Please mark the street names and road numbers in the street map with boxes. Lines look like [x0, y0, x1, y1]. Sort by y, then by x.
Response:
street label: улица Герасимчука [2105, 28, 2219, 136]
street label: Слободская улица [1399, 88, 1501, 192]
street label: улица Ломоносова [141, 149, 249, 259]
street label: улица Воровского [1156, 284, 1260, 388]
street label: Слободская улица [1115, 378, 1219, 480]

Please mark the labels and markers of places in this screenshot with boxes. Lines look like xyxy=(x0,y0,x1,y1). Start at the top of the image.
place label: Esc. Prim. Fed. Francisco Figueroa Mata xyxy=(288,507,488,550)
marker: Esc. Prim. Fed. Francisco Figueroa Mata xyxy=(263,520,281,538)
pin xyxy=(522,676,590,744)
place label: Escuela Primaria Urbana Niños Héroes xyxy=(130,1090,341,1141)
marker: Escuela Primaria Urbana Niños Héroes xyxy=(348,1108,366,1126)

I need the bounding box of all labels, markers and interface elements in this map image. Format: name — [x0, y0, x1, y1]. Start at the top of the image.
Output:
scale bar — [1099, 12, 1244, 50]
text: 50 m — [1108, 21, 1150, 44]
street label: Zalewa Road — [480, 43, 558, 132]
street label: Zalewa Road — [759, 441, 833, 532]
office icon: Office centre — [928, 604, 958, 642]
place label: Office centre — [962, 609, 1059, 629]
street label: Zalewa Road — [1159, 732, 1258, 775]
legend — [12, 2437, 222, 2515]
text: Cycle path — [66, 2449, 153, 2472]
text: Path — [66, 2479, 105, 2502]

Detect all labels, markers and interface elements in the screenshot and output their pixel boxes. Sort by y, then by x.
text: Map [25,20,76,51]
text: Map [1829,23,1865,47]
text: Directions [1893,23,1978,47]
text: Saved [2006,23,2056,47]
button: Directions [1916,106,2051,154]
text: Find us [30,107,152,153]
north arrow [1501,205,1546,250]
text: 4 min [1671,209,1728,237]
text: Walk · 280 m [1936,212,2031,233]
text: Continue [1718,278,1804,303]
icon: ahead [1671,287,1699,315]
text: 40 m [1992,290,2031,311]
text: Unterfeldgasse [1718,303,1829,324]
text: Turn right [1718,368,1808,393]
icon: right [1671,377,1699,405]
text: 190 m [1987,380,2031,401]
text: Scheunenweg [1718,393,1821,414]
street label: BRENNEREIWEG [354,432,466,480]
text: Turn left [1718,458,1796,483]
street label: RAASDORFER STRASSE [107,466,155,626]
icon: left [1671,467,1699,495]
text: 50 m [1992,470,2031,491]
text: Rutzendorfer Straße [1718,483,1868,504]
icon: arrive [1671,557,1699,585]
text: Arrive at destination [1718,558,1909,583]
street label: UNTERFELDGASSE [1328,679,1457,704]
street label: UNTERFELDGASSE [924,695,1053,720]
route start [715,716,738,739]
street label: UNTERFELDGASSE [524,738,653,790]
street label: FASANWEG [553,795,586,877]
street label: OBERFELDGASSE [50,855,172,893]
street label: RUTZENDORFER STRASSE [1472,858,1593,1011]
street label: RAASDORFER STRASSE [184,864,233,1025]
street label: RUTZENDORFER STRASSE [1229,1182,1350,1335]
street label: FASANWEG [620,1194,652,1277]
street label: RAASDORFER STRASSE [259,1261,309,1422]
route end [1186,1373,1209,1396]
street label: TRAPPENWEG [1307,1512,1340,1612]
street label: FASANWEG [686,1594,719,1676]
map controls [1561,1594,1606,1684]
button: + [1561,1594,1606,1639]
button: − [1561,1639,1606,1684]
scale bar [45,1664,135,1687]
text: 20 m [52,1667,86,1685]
......
__Work instructions__: Repeat all the material exactly as it stands.

__Reply to the task__:
Please mark the street names and road numbers in the street map with boxes. Lines look like [x0, y0, x1, y1]. Sort by y, then by x.
Response:
street label: улица Герасимчука [2105, 28, 2219, 136]
street label: Слободская улица [1399, 88, 1501, 192]
street label: улица Ломоносова [141, 149, 249, 259]
street label: улица Воровского [1156, 284, 1260, 388]
street label: Слободская улица [1115, 378, 1219, 480]

Please mark the labels and markers of places in this screenshot with boxes. Lines look like xyxy=(x0,y0,x1,y1). Start at the top of the image.
place label: Esc. Prim. Fed. Francisco Figueroa Mata xyxy=(288,507,488,550)
marker: Esc. Prim. Fed. Francisco Figueroa Mata xyxy=(263,520,281,538)
pin xyxy=(522,676,590,744)
place label: Escuela Primaria Urbana Niños Héroes xyxy=(130,1090,341,1141)
marker: Escuela Primaria Urbana Niños Héroes xyxy=(348,1108,366,1126)

I need the bounding box of all labels, markers and interface elements in this map image. Format: name — [x0, y0, x1, y1]. Start at the top of the image.
Output:
scale bar — [1099, 12, 1244, 50]
text: 50 m — [1108, 21, 1150, 44]
street label: Zalewa Road — [480, 43, 558, 132]
street label: Zalewa Road — [759, 441, 833, 532]
office icon: Office centre — [928, 604, 958, 642]
place label: Office centre — [962, 609, 1059, 629]
street label: Zalewa Road — [1159, 732, 1258, 775]
legend — [12, 2437, 222, 2515]
text: Cycle path — [66, 2449, 153, 2472]
text: Path — [66, 2479, 105, 2502]

Detect all labels, markers and interface elements in the screenshot and output their pixel boxes. Sort by y, then by x.
text: Map [25,20,76,51]
text: Map [1829,23,1865,47]
text: Directions [1893,23,1978,47]
text: Saved [2006,23,2056,47]
button: Directions [1916,106,2051,154]
text: Find us [30,107,152,153]
north arrow [1501,205,1546,250]
text: 4 min [1671,209,1728,237]
text: Walk · 280 m [1936,212,2031,233]
text: Continue [1718,278,1804,303]
icon: ahead [1671,287,1699,315]
text: 40 m [1992,290,2031,311]
text: Unterfeldgasse [1718,303,1829,324]
text: Turn right [1718,368,1808,393]
icon: right [1671,377,1699,405]
text: 190 m [1987,380,2031,401]
text: Scheunenweg [1718,393,1821,414]
street label: BRENNEREIWEG [354,432,466,480]
text: Turn left [1718,458,1796,483]
street label: RAASDORFER STRASSE [107,466,155,626]
icon: left [1671,467,1699,495]
text: 50 m [1992,470,2031,491]
text: Rutzendorfer Straße [1718,483,1868,504]
icon: arrive [1671,557,1699,585]
text: Arrive at destination [1718,558,1909,583]
street label: UNTERFELDGASSE [1328,679,1457,704]
street label: UNTERFELDGASSE [924,695,1053,720]
route start [715,716,738,739]
street label: UNTERFELDGASSE [524,738,653,790]
street label: FASANWEG [553,795,586,877]
street label: OBERFELDGASSE [50,855,172,893]
street label: RUTZENDORFER STRASSE [1472,858,1593,1011]
street label: RAASDORFER STRASSE [184,864,233,1025]
street label: RUTZENDORFER STRASSE [1229,1182,1350,1335]
street label: FASANWEG [620,1194,652,1277]
street label: RAASDORFER STRASSE [259,1261,309,1422]
route end [1186,1373,1209,1396]
street label: TRAPPENWEG [1307,1512,1340,1612]
street label: FASANWEG [686,1594,719,1676]
map controls [1561,1594,1606,1684]
button: + [1561,1594,1606,1639]
button: − [1561,1639,1606,1684]
scale bar [45,1664,135,1687]
text: 20 m [52,1667,86,1685]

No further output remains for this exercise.